Genna smiled, took the bag and left. The rest were smiling, but in fact I hadn’t been sure it would work at all. I knew that escaped criminals would sometimes pour gasoline across their tracks to confuse dogs, and I knew from the Discovery Channel that wild animals would chew wintergreen and get a rush from it. I made an educated guess based on that.
We buried the rag and ate the apple, core and all. I scrubbed my hands in dirt from the bottom of the hole we dug to get the smell off and then we were gone. By then, we could hear the dogs baying.
We moved faster that day and every time Genna caught up with us she was panting. She had been judicious with her water skin and still had most of it left, knowing full well that there might be more dogs. Preparing the concoction had taken most of an hour, using time we might not have later. The cleanup was dangerous as well because it used our tools and left them as evidence.
She had seen the dogs hit the wintergreen, and she had seen them go nuts for it after. Some did go looking for more wintergreen, while some just went off on a tangent from there. This left the patrols confused as to how to proceed.
“They will likely sit tight and get more dogs,” Genna said. “It won’t do them any good. I didn’t just spray our trail, but left some false trails away from us and ahead of us as well.” She patted her bag. “A little of this goes a long way, we should be f
ine until tomorrow, and then we can make more.”

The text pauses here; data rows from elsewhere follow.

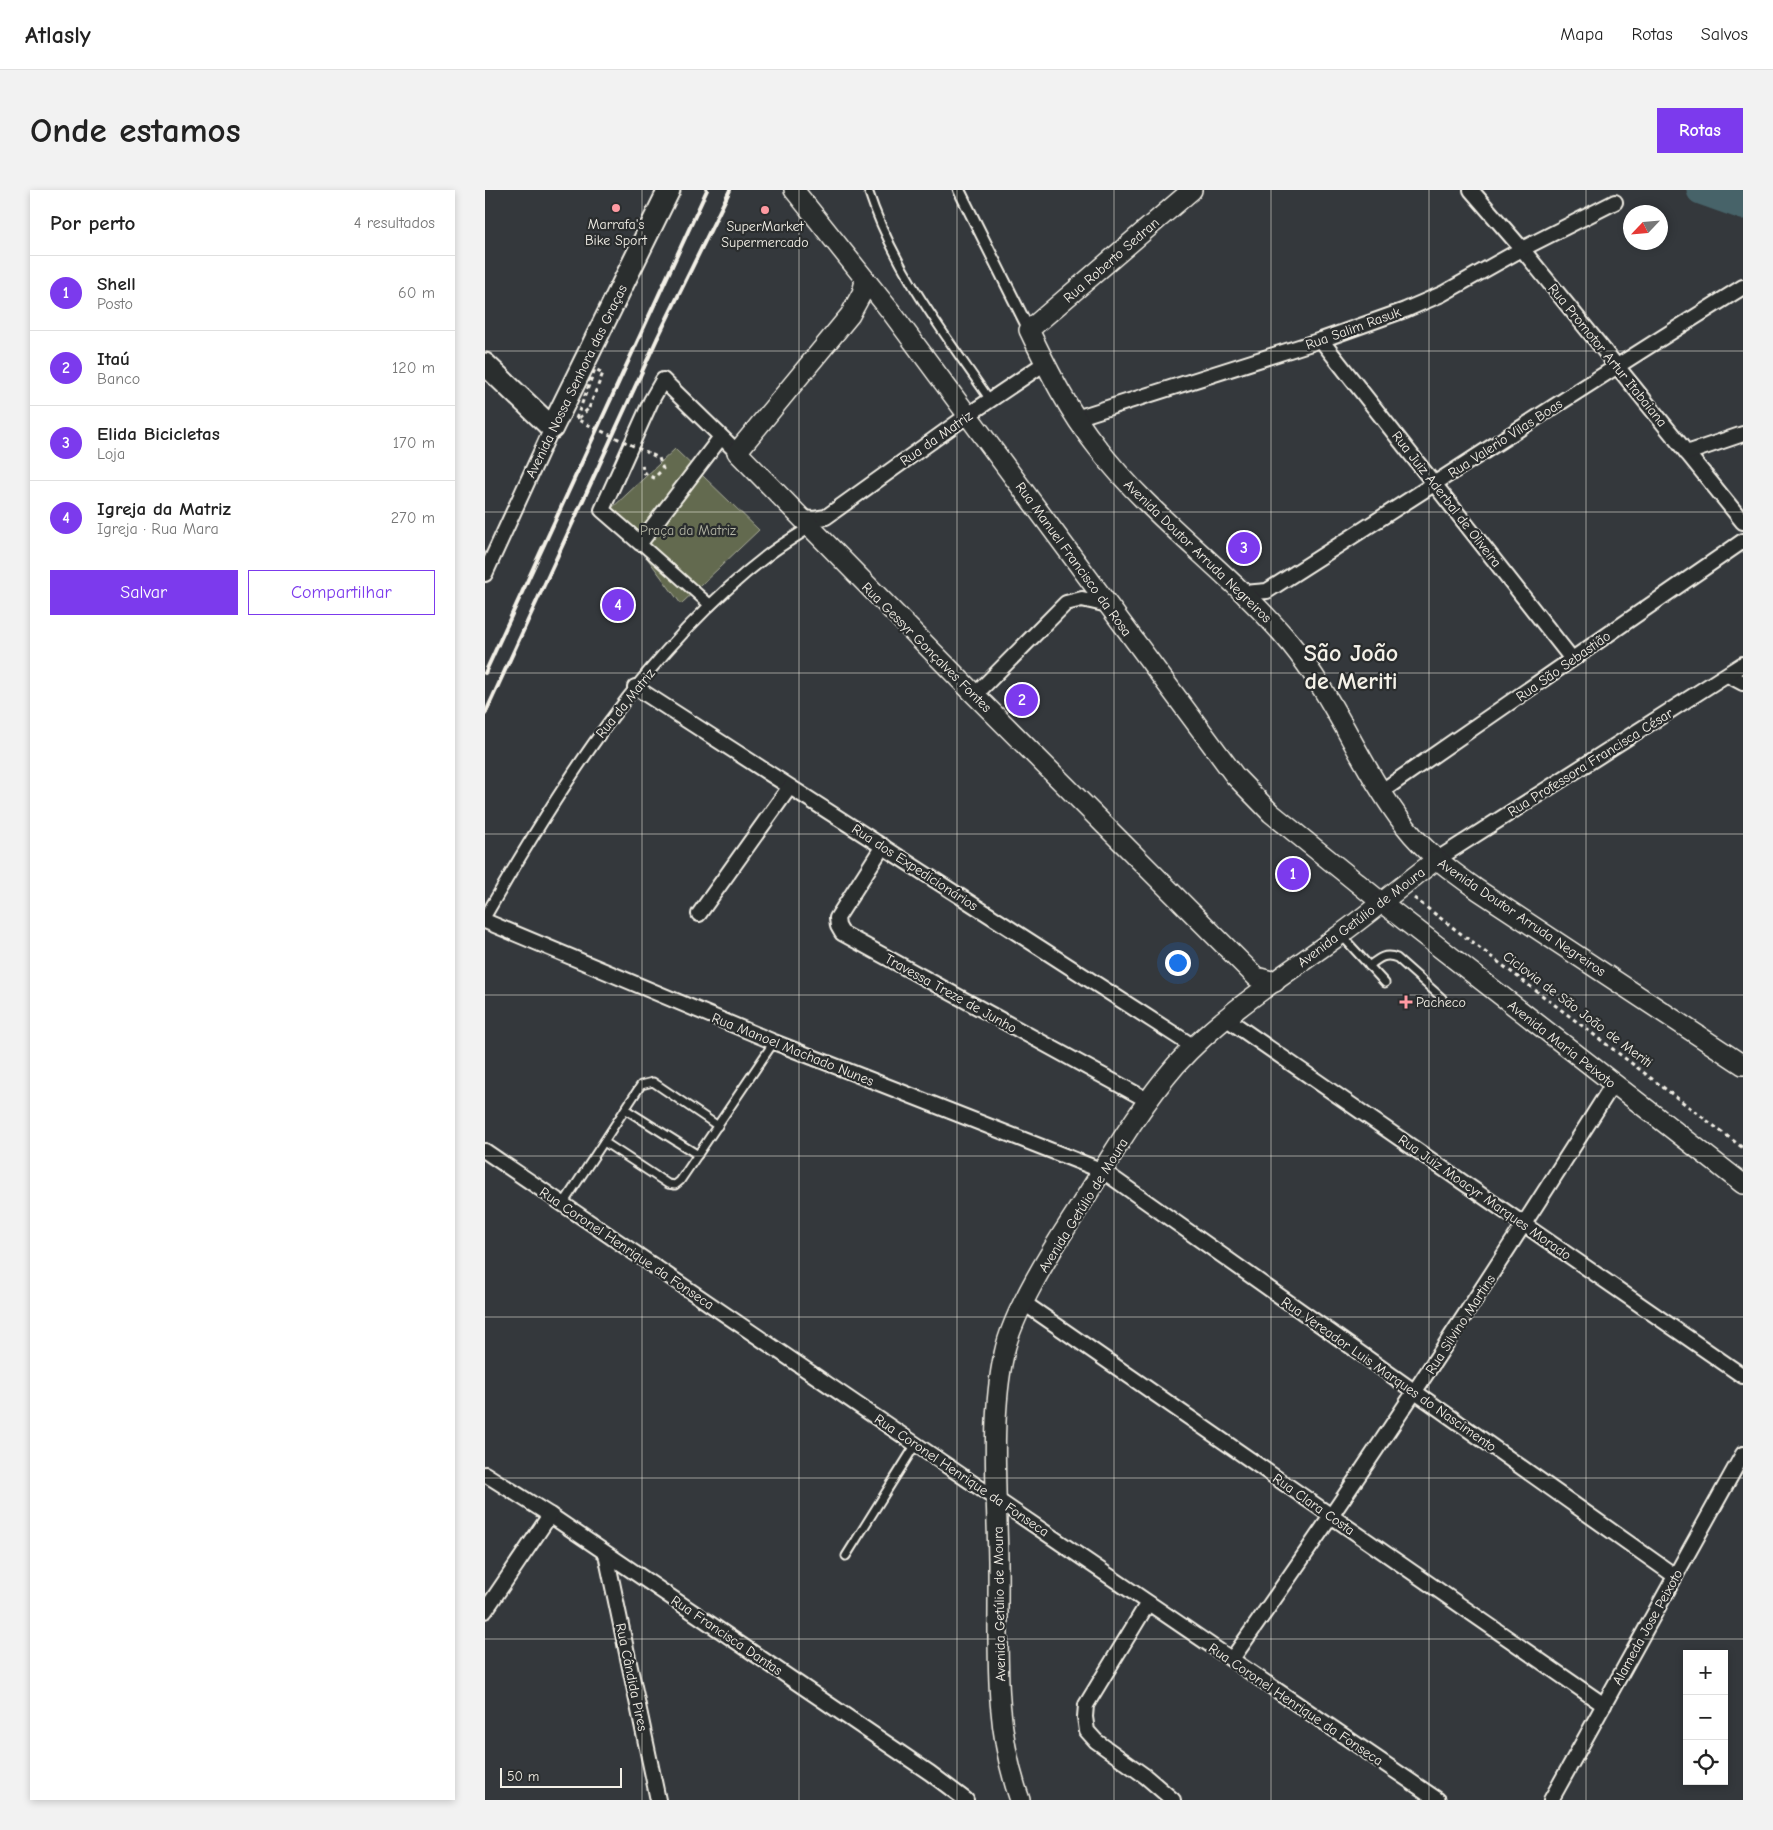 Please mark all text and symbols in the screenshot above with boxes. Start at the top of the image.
text: Atlasly [25,21,91,49]
text: Mapa [1560,24,1604,45]
text: Rotas [1632,24,1673,45]
text: Salvos [1701,24,1748,45]
button: Rotas [1657,108,1743,153]
text: Onde estamos [30,110,241,151]
marker: Marrafa's Bike Sport [610,202,622,214]
marker: SuperMarket Supermercado [759,204,771,216]
north arrow [1623,205,1668,250]
text: Por perto [50,211,135,235]
text: 4 resultados [354,214,435,232]
street label: Rua Roberto Sedran [1060,214,1163,307]
place label: Marrafa's Bike Sport [585,216,648,249]
place label: SuperMarket Supermercado [721,218,809,251]
text: Shell [97,273,136,295]
street label: Rua Promotor Artur Itabaiana [1545,280,1671,430]
street label: Avenida Nossa Senhora das Graças [522,282,631,481]
text: 1 [63,284,69,302]
text: 60 m [398,284,435,302]
text: Posto [97,295,133,313]
street label: Rua Salim Rasuk [1303,303,1403,354]
text: Itaú [97,348,130,370]
text: 2 [62,359,70,377]
text: 120 m [392,359,435,377]
text: Banco [97,370,140,388]
street label: Rua Valerio Vilas Boas [1445,395,1566,482]
street label: Rua da Matriz [897,407,976,470]
text: Elida Bicicletas [97,423,220,445]
street label: Rua Juiz Aderbal de Oliveira [1388,428,1505,571]
text: 3 [62,434,70,452]
text: 170 m [393,434,435,452]
text: Loja [97,445,125,463]
street label: Avenida Doutor Arruda Negreiros [1120,476,1275,627]
street label: Rua Manuel Francisco da Rosa [1012,479,1135,640]
text: Igreja da Matriz [97,498,231,520]
text: 4 [62,509,70,527]
text: 270 m [391,509,435,527]
text: Igreja · Rua Mara [97,520,219,538]
park label: Praça da Matriz [640,522,736,539]
pin: 3 [1228,529,1260,567]
button: Salvar [50,570,238,615]
button: Compartilhar [248,570,435,615]
street label: Rua Gessyr Gonçalves Fontes [858,579,995,716]
pin: 4 [602,586,634,624]
street label: Rua São Sebastião [1513,627,1614,705]
district label: São João de Meriti [1304,639,1398,695]
street label: Rua da Matriz [592,665,659,741]
pin: 2 [1006,681,1038,719]
street label: Rua Professora Francisca César [1504,704,1676,820]
street label: Rua dos Expedicionários [848,820,981,915]
pin: 1 [1277,855,1309,893]
street label: Avenida Doutor Arruda Negreiros [1435,855,1609,980]
street label: Avenida Getúlio de Moura [1294,864,1428,971]
street label: Ciclovia de São João de Meriti [1500,948,1656,1071]
street label: Travessa Treze de Junho [882,950,1020,1037]
your location [1165,950,1191,976]
place label: Pacheco [1416,994,1466,1011]
marker: Pacheco [1400,996,1412,1008]
street label: Avenida Maria Peixoto [1504,997,1619,1092]
street label: Rua Manoel Machado Nunes [709,1009,876,1090]
street label: Rua Juiz Moacyr Marques Morado [1395,1131,1574,1264]
street label: Avenida Getúlio de Moura [1035,1135,1132,1276]
street label: Rua Coronel Henrique da Fonseca [536,1184,717,1313]
street label: Rua Silvino Martins [1422,1271,1499,1377]
street label: Rua Vereador Luis Marques do Nascimento [1278,1293,1499,1456]
street label: Rua Coronel Henrique da Fonseca [871,1411,1052,1540]
street label: Rua Clara Costa [1270,1470,1358,1539]
street label: Avenida Getúlio de Moura [990,1526,1009,1682]
street label: Alameda Jose Peixoto [1609,1566,1686,1688]
street label: Rua Francisca Dantas [668,1592,786,1679]
street label: Rua Cândida Pires [612,1622,651,1733]
street label: Rua Coronel Henrique da Fonseca [1205,1640,1386,1769]
map controls [1683,1650,1728,1785]
button: + [1683,1650,1728,1695]
button: − [1683,1695,1728,1740]
button: locate [1683,1740,1728,1785]
scale bar [500,1765,623,1788]
text: 50 m [507,1768,539,1785]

D’gattis smiled at Ancenon. “If we can get past tomorrow, we won’t have much use for that bag at all, I think.”
Chapter Thirteen
Chaos and Krakatoa
We moved further south, changing directions at forty-five and ninety degree angles to the east and west at random intervals, moving in a specific direction but taking a round-about way to get there. Genna roamed free around us, keeping up with patrols, looking for the time when they finally realized that there was someone out here to find. Then it would be a matter of time before the patrols were so dense that we couldn’t avoid them. By then we would be at Outpost X or travel with our swords ready.

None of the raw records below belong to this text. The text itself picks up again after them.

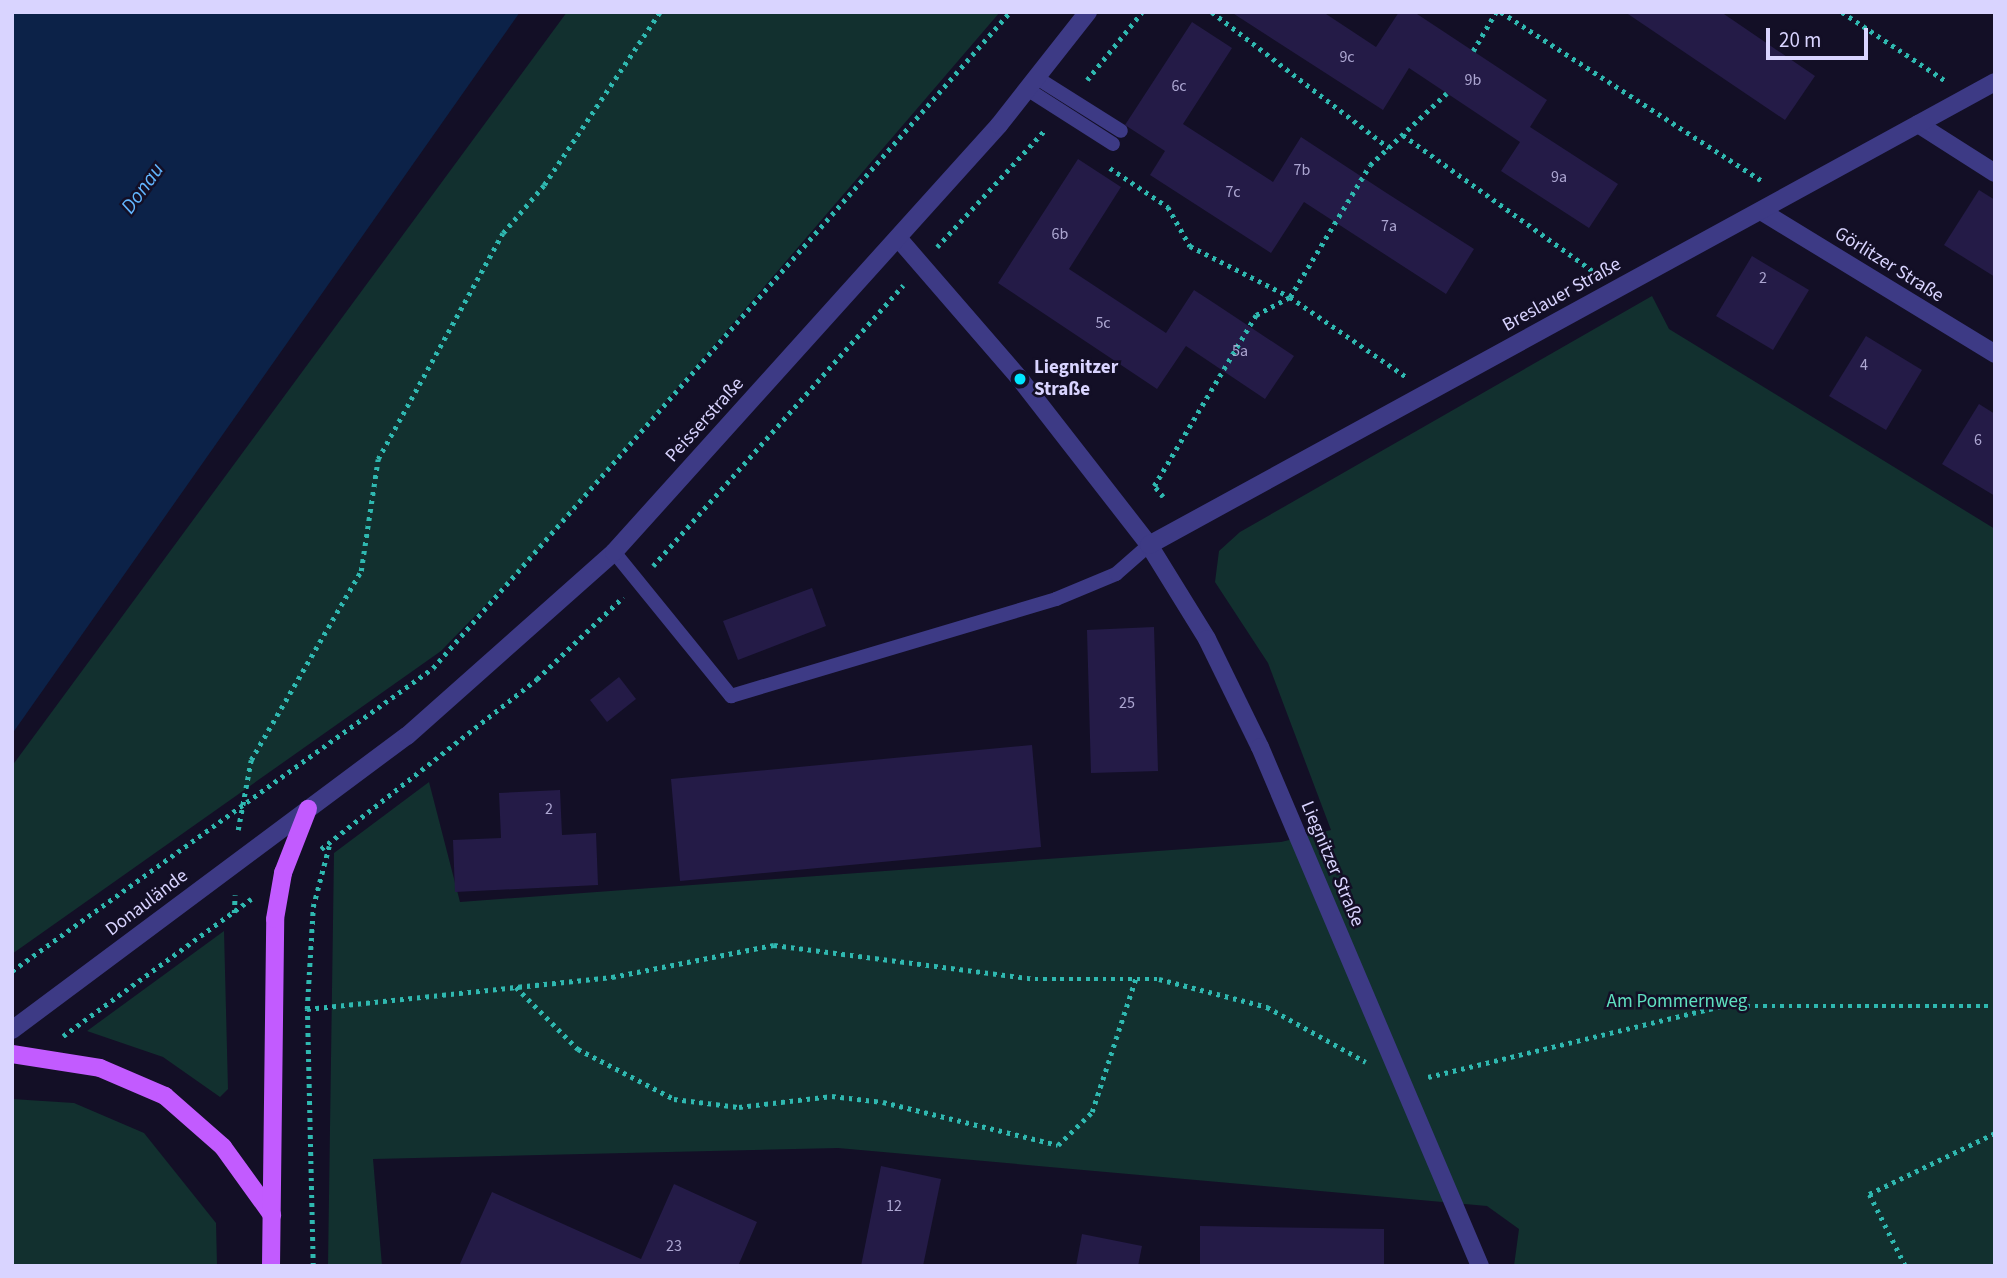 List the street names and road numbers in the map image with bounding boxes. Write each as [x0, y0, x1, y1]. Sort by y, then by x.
street label: Görlitzer Straße [1830, 222, 1948, 308]
street label: Breslauer Straße [1499, 253, 1625, 337]
street label: Peisserstraße [661, 373, 749, 467]
street label: Liegnitzer Straße [1295, 798, 1369, 930]
street label: Donaulände [101, 865, 193, 941]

My sword sat pretty loose in the scabbard already.
Ancenon and D’gattis were more and more alert as we pressed south. They now traveled side by side on horseback, each taking turns snatching a piece of parchment from each others’ hands and peering into the forest with their ambiguous eyes. The trees grew thick, the canopy above us cutting normal light down to a green gloom. I had to let Blizzard pick his trail. I usually rode the second point man behind Thorn, who frequently dismounted and remounted his horse. Behind me rode Drekk, then the two Uman-Chi and the three pack horses, then Nantar, finally Arath, with his head bowed and his ears doing what eyes should do on guard. Scrub trees and bushes and a foot-thick bed of leaves crunched under the horses’ metal-shod hooves, filling the air with the semi-sweet, musky aroma of life mingled with decay. I would have liked the journey if the stakes hadn’t been so high.

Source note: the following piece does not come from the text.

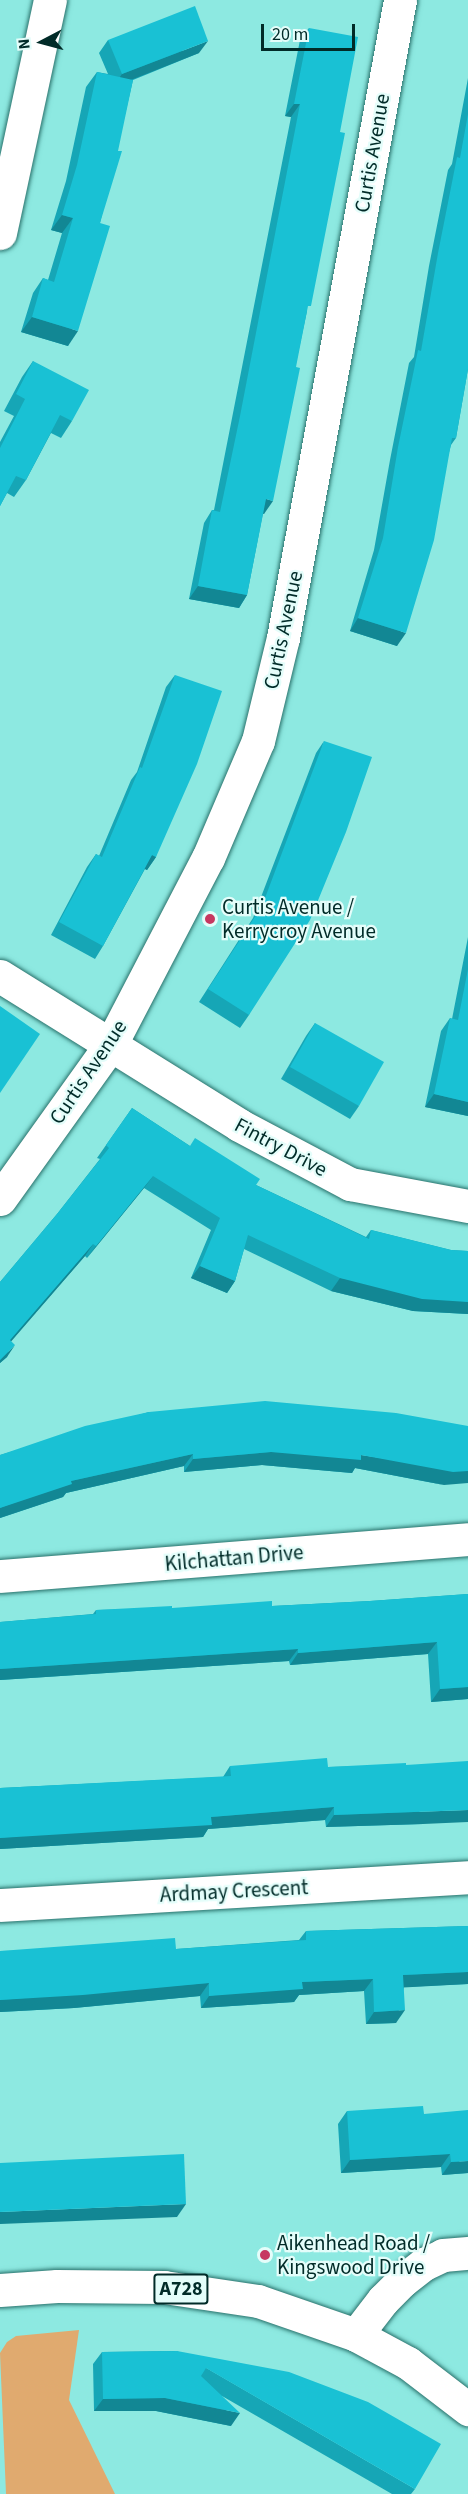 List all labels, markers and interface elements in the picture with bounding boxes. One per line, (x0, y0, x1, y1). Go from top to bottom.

We made another forty-five degree turn, this time bringing us back south. The diversion didn’t seem all that clever to me – anyone could tell we were moving south. I thought we might have done better to make a beeline to the southwest and then proceed east, but I didn’t know how to track like a woodsman or do recon like Genna, so I kept my mouth shut and tried to learn something.